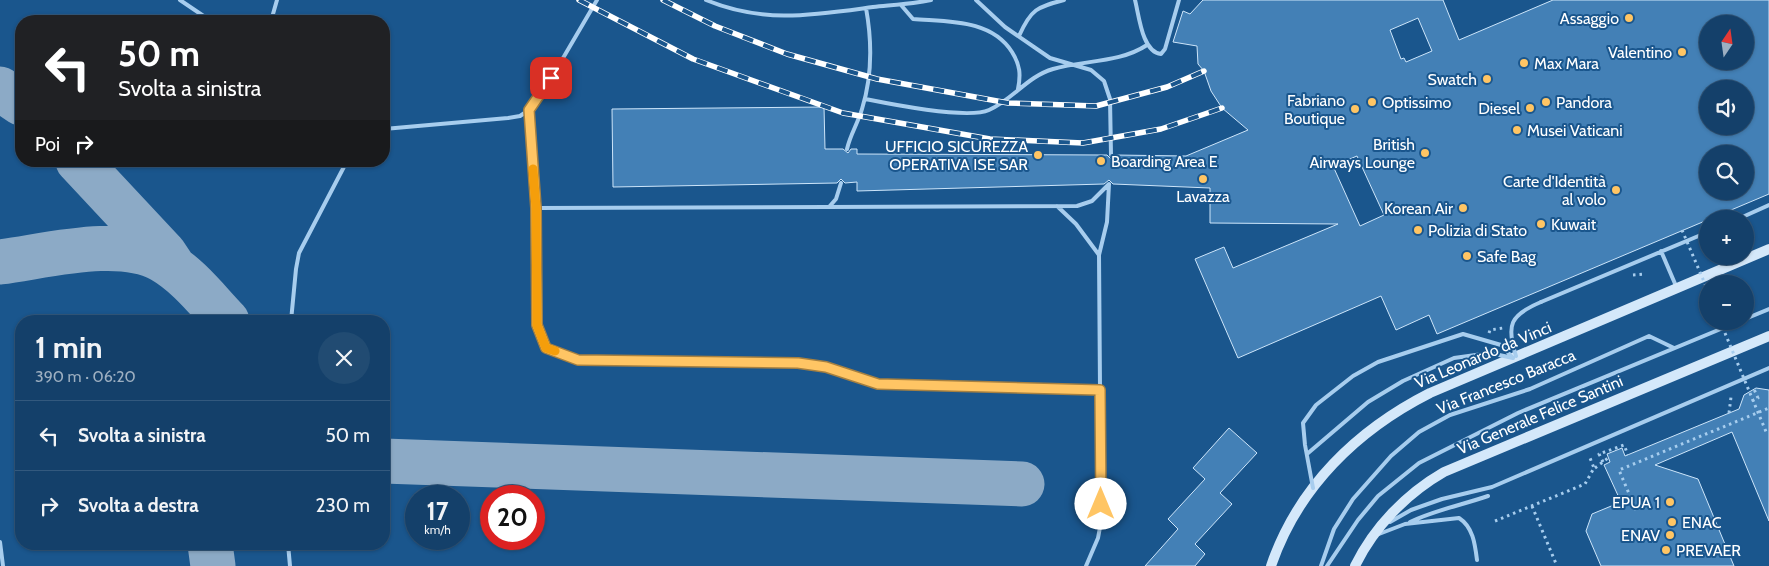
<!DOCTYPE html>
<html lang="it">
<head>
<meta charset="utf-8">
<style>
	body { margin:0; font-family:Cabin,sans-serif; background:#214b72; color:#f1f3f6; height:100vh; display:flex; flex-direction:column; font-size:19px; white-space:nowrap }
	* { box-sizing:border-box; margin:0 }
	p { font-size:16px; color:#9dafc1 }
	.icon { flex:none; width:28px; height:28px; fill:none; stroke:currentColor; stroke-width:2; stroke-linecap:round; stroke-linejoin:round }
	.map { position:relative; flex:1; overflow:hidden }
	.drawer { position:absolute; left:15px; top:315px; width:375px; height:235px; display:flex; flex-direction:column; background:#14406a; border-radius:20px; box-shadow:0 1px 4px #0004,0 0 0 1px #33597e }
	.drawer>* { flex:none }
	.banner { position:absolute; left:15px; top:15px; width:375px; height:152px; border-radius:20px; box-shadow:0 1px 4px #0004,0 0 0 1px #33597e; background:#202124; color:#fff; overflow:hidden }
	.needle { width:32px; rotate:13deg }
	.buttons { position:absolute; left:1699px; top:15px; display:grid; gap:10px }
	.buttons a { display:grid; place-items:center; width:55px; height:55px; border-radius:50%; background:#14406a; box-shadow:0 1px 4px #0004,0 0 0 1px #33597e; font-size:25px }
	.speed { position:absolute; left:405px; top:485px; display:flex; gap:10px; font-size:25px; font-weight:700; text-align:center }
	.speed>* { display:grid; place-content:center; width:65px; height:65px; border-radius:50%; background:#14406a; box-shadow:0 1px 4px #0004,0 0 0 1px #33597e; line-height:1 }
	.speed small { font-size:12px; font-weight:400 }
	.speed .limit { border:8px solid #d22; background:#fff; color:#111 }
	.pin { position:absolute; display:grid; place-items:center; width:42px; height:42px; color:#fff; margin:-21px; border-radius:10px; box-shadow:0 2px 8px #0006 }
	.me { position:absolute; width:55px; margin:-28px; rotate:0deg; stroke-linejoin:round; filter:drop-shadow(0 0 4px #0008) }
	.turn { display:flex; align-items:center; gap:18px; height:105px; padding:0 20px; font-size:22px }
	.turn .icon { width:65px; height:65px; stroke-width:2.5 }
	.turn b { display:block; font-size:35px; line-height:42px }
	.then { display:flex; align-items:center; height:48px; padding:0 20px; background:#0003; gap:10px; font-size:19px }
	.round { display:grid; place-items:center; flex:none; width:52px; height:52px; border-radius:26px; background:#214b72 }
	.overview { display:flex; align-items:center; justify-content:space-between; height:85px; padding:0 20px }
	h1 { font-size:30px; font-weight:700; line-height:38px }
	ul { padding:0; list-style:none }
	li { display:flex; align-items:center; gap:15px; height:70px; padding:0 20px; border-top:1px solid #33597e }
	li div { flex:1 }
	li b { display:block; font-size:19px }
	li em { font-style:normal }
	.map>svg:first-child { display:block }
</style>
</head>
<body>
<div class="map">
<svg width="1769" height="566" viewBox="0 0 1769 566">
	<rect width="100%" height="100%" fill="#1a568d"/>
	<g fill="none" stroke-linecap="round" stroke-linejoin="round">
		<path stroke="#8caac6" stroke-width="45" d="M0,89l21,14
			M78,161l86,92 8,12
			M0,262c47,-6 120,-26 162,-2 26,15 45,40 65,61
			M384,461l638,23
			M210,544l3,22"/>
	</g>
	<path fill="#4380b6" stroke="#cde5fa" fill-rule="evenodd" d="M1203,0h240l16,40 94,-40h216v194l-332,140 -8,-19 -33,15 -15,-34 -143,62 -43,-99 29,-12 9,21 105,-44 -128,-1v-35l-97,-4 -4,-4 -5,4 -247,7v-9l-12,1 -4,-4 -4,4 -224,4 -1,-78 212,-2 1,42h18l5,4 3,-4h6v5l250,1 4,4 4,-4 71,1 62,-26 -26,-22 -11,-17 -7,-20 -6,-7 -1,-18 -24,-4 10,-31 7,3zM1418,18l14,33 -26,11 -2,-4 -3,1 -11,-29zM1708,24h37v37h-37zM1708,89h37v37h-37zM1708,154h37v37h-37zM1357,156l27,59 -24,11 -27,-60z
		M1756,388l13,2v131l-37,-89 -77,33 43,14 36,87h-133l-15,-35 6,-17 29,-12 -17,-37 6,-3 -3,-8 15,-6 3,8 114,-47 5,-14z
		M1229,428l28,25 -37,40 12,11 -37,40 10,10 -10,12h-50l33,-37 -10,-10 37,-40 -12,-11z"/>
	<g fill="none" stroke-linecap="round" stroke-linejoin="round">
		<path stroke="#a7cdee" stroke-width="3" stroke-dasharray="2.5 4" stroke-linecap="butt" d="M1633,275l12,-1
			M1489,333l1,-3 13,-2
			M1752,401l6,-3 -5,-11
			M1729,413l2,-16 3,-1
			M1603,462l-4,-8 25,-9 4,10
			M1595,468l13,-10
			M1532,506l25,60
			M1636,510l-17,-40 150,-62
			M1495,521l90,-37 9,-16 -4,-10"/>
		<path stroke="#a7cdee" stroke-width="4" d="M180,0l31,21
			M706,0c57,24 108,15 167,7 19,-2 39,-3 58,-7
			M976,0l29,27 45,31 41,12 13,11 6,18 1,56
			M1135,0c4,15 7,52 26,54l4,-5 14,-49
			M901,5l12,14c35,3 78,0 99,33 8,13 9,22 6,37
			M271,21l6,-21
			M1019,36c12,-27 18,-29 45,-36
			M865,99c25,5 102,21 124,11 23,-10 39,-34 64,-41 31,-9 67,-6 94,-24
			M529,110l13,-16 55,-94
			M384,129l124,-11 12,-2 9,-6 7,98
			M847,149c3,-14 11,-26 15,-40 10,-32 10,-68 4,-101
			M1057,206l19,18 23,31
			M829,207l7,-8 5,-16
			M1738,219l31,-14
			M1661,251l15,35
			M1541,302l167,-70
			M1745,319l24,-10
			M291,321l5,-52 3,-16 48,-92
			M1100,390l-221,-6 -53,-17 -28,-4 -220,-3 -32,-12 -9,-23 -1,-117 541,-2 15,-5 17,-17
			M1390,522l21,-12 31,-11 50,-12 277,-119
			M1410,522c25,-12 52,-17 78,-26
			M1379,534l26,-10 54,-6c14,9 16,26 18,42
			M0,542l3,24
			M288,544l2,22
			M1086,566l12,-28 3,-16 -2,-267 8,-33 2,-38
			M1321,566l13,-37 19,-30 38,-43 28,-24 31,-17 80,-26 119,-53 25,12
			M1327,566l31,-46 20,-24 41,-33 99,-50 222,-92"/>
		<path stroke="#d4e8fa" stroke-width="10" d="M1271,566c27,-79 86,-136 159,-173l339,-144
			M1355,566c19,-39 51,-72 89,-94l325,-136"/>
		<defs>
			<path id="rail" d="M579,0l114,59 150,54 147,26 93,4 78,-14 61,-21
				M663,0l52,26 72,28 90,25 131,24 88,3 71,-19 37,-16"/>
		</defs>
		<use href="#rail" stroke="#fff" stroke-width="5.5"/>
		<use href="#rail" stroke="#1a568d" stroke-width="4" stroke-dasharray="11" stroke-linecap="butt"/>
		<path stroke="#a7cdee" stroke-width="3" stroke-dasharray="2.5 4" stroke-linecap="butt" d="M1682,230l26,61
			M1720,321l47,113"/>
		<path stroke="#a7cdee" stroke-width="4" d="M1516,356c-10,-31 -6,-41 25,-54
			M1307,454l61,-52 35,-21 51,-23 36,-5 23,5 -12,-13 -38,-11 -85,28 -25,14 -37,29 -13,18 2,22 8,43"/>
	</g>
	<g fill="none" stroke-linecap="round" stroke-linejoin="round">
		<defs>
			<path id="route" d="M551,78l-22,32 7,98 1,117 9,23 32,12 220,3 28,4 52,17 222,6 1,114"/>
		</defs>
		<use href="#route" stroke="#a68041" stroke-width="12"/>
		<use href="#route" stroke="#ffc564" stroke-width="9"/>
		<path stroke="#f59e0b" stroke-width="9" d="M533,169l3,39 1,117 9,23 9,3"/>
	</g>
	<g fill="#ffc564" stroke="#1a568d" stroke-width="2">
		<circle cx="1629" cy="18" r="5"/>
		<circle cx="1682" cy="52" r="5"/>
		<circle cx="1524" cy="63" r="5"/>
		<circle cx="1487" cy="79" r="5"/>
		<circle cx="1372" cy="102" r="5"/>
		<circle cx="1546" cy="102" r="5"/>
		<circle cx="1530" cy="108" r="5"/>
		<circle cx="1355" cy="109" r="5"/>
		<circle cx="1517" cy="130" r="5"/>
		<circle cx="1425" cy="153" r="5"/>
		<circle cx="1038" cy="155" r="5"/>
		<circle cx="1101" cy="161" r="5"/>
		<circle cx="1203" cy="179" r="5"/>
		<circle cx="1616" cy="190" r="5"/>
		<circle cx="1463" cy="208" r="5"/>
		<circle cx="1541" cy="224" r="5"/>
		<circle cx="1418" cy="230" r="5"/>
		<circle cx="1467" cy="256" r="5"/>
		<circle cx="1670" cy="502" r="5"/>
		<circle cx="1672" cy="522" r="5"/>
		<circle cx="1670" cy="535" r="5"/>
		<circle cx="1666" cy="550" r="5"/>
	</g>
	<g text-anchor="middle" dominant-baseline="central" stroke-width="4" stroke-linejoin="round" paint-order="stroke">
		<g font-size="16" fill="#fff" stroke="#1a568d" text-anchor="end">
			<text x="1619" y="18">Assaggio</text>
			<text x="1672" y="52">Valentino</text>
			<text x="1534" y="63" text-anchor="start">Max Mara</text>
			<text x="1477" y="79">Swatch</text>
			<text x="1345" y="100">Fabriano<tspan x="1345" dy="18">Boutique</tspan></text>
			<text x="1382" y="102" text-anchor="start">Optissimo</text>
			<text x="1556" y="102" text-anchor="start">Pandora</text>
			<text x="1520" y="108">Diesel</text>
			<text x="1527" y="130" text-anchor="start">Musei Vaticani</text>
			<text x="1415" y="144">British<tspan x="1415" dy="18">Airways Lounge</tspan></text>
			<text x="1028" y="146">UFFICIO SICUREZZA<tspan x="1028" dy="18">OPERATIVA ISE SAR</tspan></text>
			<text x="1111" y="161" text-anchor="start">Boarding Area E</text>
			<text x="1606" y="181">Carte d'Identità<tspan x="1606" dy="18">al volo</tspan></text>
			<text x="1203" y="196" text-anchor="middle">Lavazza</text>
			<text x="1453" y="208">Korean Air</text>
			<text x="1551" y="224" text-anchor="start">Kuwait</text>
			<text x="1428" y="230" text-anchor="start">Polizia di Stato</text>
			<text x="1477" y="256" text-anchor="start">Safe Bag</text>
			<text x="1660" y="502">EPUA 1</text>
			<text x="1682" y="522" text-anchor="start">ENAC</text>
			<text x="1660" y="535">ENAV</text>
			<text x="1676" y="550" text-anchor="start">PREVAER</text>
		</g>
		<g font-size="16" fill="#fff" stroke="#1a568d">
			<text transform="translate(1483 355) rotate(-23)">Via Leonardo da Vinci</text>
			<text transform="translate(1506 382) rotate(-22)">Via Francesco Baracca</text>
			<text transform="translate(1540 415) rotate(-23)">Via Generale Felice Santini</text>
		</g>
	</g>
</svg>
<div class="buttons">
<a><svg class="needle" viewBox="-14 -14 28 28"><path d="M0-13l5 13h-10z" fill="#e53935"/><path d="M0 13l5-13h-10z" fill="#9dafc1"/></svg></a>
<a><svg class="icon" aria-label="sound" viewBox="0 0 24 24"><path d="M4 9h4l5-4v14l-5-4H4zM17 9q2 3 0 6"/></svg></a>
<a><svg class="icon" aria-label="search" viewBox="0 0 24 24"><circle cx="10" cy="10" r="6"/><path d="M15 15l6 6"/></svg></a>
<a>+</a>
<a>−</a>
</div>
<div class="speed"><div>17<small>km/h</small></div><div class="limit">20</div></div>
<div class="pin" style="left:551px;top:78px;background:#d93025"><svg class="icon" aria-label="arrive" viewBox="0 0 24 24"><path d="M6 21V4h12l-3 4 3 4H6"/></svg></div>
<svg class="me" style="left:1101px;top:504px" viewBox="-20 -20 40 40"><circle r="19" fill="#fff"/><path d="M0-13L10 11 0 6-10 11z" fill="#ffc564"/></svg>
<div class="banner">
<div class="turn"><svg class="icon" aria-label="left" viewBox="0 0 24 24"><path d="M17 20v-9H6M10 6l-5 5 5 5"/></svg><div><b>50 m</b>Svolta a sinistra</div></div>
<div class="then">Poi<svg class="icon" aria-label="right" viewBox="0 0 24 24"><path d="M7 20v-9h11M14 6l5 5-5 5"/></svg></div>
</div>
<section class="drawer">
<div class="overview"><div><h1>1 min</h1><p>390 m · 06:20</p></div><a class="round"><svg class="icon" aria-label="close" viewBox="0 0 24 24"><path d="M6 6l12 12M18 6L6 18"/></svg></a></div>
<ul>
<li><svg class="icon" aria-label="left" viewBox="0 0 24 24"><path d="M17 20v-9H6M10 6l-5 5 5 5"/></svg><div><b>Svolta a sinistra</b></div><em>50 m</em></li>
<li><svg class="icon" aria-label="right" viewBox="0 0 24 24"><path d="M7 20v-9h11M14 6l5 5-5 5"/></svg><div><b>Svolta a destra</b></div><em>230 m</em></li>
</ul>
</section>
</div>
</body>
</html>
☆ ☆ ☆ ☆ ☆
• **Exercise instructions**
Using the entries above, return exactly the lines from the line with "position:absolute; left:405px; top:485px;" to the line with "M384,461l638,23", counting both of those lines.

• **Answer below**
	.speed { position:absolute; left:405px; top:485px; display:flex; gap:10px; font-size:25px; font-weight:700; text-align:center }
	.speed>* { display:grid; place-content:center; width:65px; height:65px; border-radius:50%; background:#14406a; box-shadow:0 1px 4px #0004,0 0 0 1px #33597e; line-height:1 }
	.speed small { font-size:12px; font-weight:400 }
	.speed .limit { border:8px solid #d22; background:#fff; color:#111 }
	.pin { position:absolute; display:grid; place-items:center; width:42px; height:42px; color:#fff; margin:-21px; border-radius:10px; box-shadow:0 2px 8px #0006 }
	.me { position:absolute; width:55px; margin:-28px; rotate:0deg; stroke-linejoin:round; filter:drop-shadow(0 0 4px #0008) }
	.turn { display:flex; align-items:center; gap:18px; height:105px; padding:0 20px; font-size:22px }
	.turn .icon { width:65px; height:65px; stroke-width:2.5 }
	.turn b { display:block; font-size:35px; line-height:42px }
	.then { display:flex; align-items:center; height:48px; padding:0 20px; background:#0003; gap:10px; font-size:19px }
	.round { display:grid; place-items:center; flex:none; width:52px; height:52px; border-radius:26px; background:#214b72 }
	.overview { display:flex; align-items:center; justify-content:space-between; height:85px; padding:0 20px }
	h1 { font-size:30px; font-weight:700; line-height:38px }
	ul { padding:0; list-style:none }
	li { display:flex; align-items:center; gap:15px; height:70px; padding:0 20px; border-top:1px solid #33597e }
	li div { flex:1 }
	li b { display:block; font-size:19px }
	li em { font-style:normal }
	.map>svg:first-child { display:block }
</style>
</head>
<body>
<div class="map">
<svg width="1769" height="566" viewBox="0 0 1769 566">
	<rect width="100%" height="100%" fill="#1a568d"/>
	<g fill="none" stroke-linecap="round" stroke-linejoin="round">
		<path stroke="#8caac6" stroke-width="45" d="M0,89l21,14
			M78,161l86,92 8,12
			M0,262c47,-6 120,-26 162,-2 26,15 45,40 65,61
			M384,461l638,23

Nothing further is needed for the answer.